Come scrisse Adriano Scianca in occasione della morte di Mohammed Alí, siamo invasi da una retorica del cordoglio che prescinde totalmente dall’identità del defunto: chiunque muoia ci sono di mezzo i diritti civili, ma anche un pizzico di cattolicesimo pop.
Affermazione assolutamente condivisibile, ma che meriterebbe una lieve sfumatura; piuttosto, pare che la suddetta retorica finisca per investire, in maniera ferocemente selettiva, solo quei personaggi che incarnano i valori che la borghesia rosé ed i suoi organi d’informazione hanno assunto come inderogabile stella polare.
E trattandosi di una borghesia nata, allattata ed educata a colpi di liberismo, austerità e privatizzazioni, anche l’ottimizzazione dei ricavi e l’incremento degli utili (indipendentemente dalle conseguenze umane che ne sono scaturite) diventano valori che garantiscono l’accesso nell’ultraesclusivo club del “necrologio 2.0″.
Muovevamo dalla ferma convinzione che i sentimenti nutriti verso uno dei top manager più iconici del momento (tanto da rappresentare quasi il prototipo dell’amministratore delegato nell’era della globalizzazione) fossero facilmente pronosticabili e suddivisibili in maniera elitaria.
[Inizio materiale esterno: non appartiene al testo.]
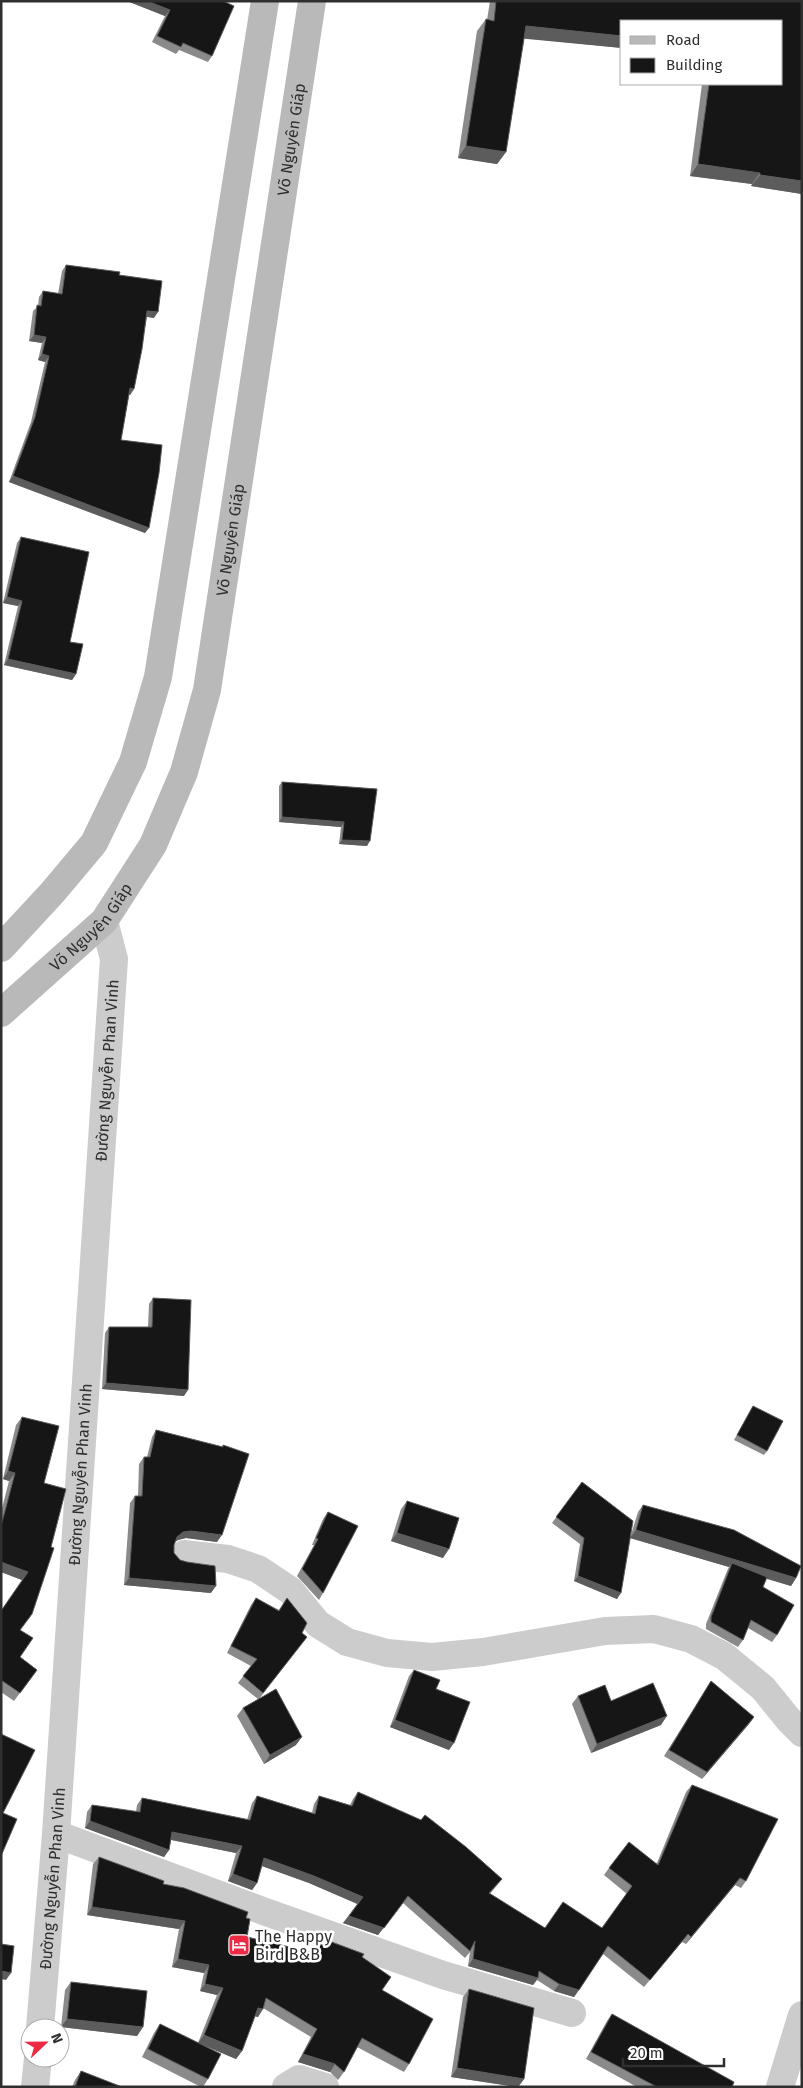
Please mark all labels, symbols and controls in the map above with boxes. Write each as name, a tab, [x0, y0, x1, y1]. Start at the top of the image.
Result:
legend	[620, 20, 783, 85]
text: Road	[666, 31, 701, 49]
text: Building	[666, 56, 722, 74]
street label: Võ Nguyên Giáp	[273, 82, 309, 197]
street label: Võ Nguyên Giáp	[212, 482, 248, 597]
street label: Võ Nguyên Giáp	[46, 879, 136, 975]
street label: Đường Nguyễn Phan Vinh	[92, 979, 123, 1162]
street label: Đường Nguyễn Phan Vinh	[65, 1383, 96, 1566]
street label: Đường Nguyễn Phan Vinh	[36, 1787, 69, 1970]
place label: The Happy Bird B&B	[255, 1927, 332, 1964]
hotel icon: The Happy Bird B&B	[227, 1933, 251, 1957]
north arrow	[20, 2018, 70, 2068]
text: N	[47, 2031, 66, 2046]
scale bar	[623, 2036, 724, 2068]
text: 20 m	[630, 2044, 663, 2062]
Eravamo pronti a credere che il giudizio su una figura così netta ed inevitabilmente divisiva, potesse rappresentare la cartina di tornasole per decifrare l’humus sociale ed economico nel quale il singolo è cresciuto: quasi si trattasse di un termometro culturale per individuare le fasce di reddito senza bisogno di una dichiarazione fiscale.
Auspicavamo che persistesse una sorta di solidarietà di classe, un sentimento di aggregazione tra gli ultimi -abbandonati da questa società avida e borghese-, che li rendesse impermeabili al processo di omologazione che orienta ed impone i giudizi di merito. Quel processo che santifica senza contraddittorio personaggi che, obtorto collo, hanno dovuto fare gli interessi di pochissimi ed il male di molti in virtù del ruolo istituzionale (ed in questo caso professionale) ricoperto.
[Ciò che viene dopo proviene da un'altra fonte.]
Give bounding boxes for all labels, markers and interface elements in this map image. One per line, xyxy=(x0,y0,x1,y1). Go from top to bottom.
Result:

Questa presa di coscienza ci mette di fronte alla categoria più insipiente e masochista presente sulla faccia della terra: il liberista povero. Una categoria ben più insulsa dei vecchi ed estinti “comunisti con la barca a vela”; che saranno stati tremendamente ipocriti, ma almeno avevano la giusta dose di furbizia per non autotumefarsi i testicoli come Tafazzi nelle giornate di gloria.
Figlio di maresciallo, Marchionne ha conseguito tre lauree, la prima in Filosofia, da emigrato in Canada. Poi è diventato il manager più pagato d’Italia su pressione di un morente Umberto Agnelli.
Marchionne, in questa prospettiva non solo ha salvato i suoi “padroni”, ma li ha de-italianizzati com’era accaduto a lui prima (cittadinanza canadese e residenza in Isvizzera: cittadino del mondo che delocalizzò le sedi di Fiat, ora FCA in Regno Unito e Olanda). E poi li ha arricchiti. Ha in un certo qual modo riunito una famiglia, numerosissima, di azionisti, che si raggruppa nella società-cassaforte di famiglia: la mistica Exor.
Da centoventimila a ventinovemila occupati: ecco come ha salvato un’azienda dal fallimento. Ha altresì concesso che migliaia di lavoratori finissero cassintegrati, senza la dignità del lavoro. Ha delocalizzato nella vicina ma lontana Serbia. Ha tagliato i ponti con i sindacati, ha fatto uscire l’Azienda da Confindustria.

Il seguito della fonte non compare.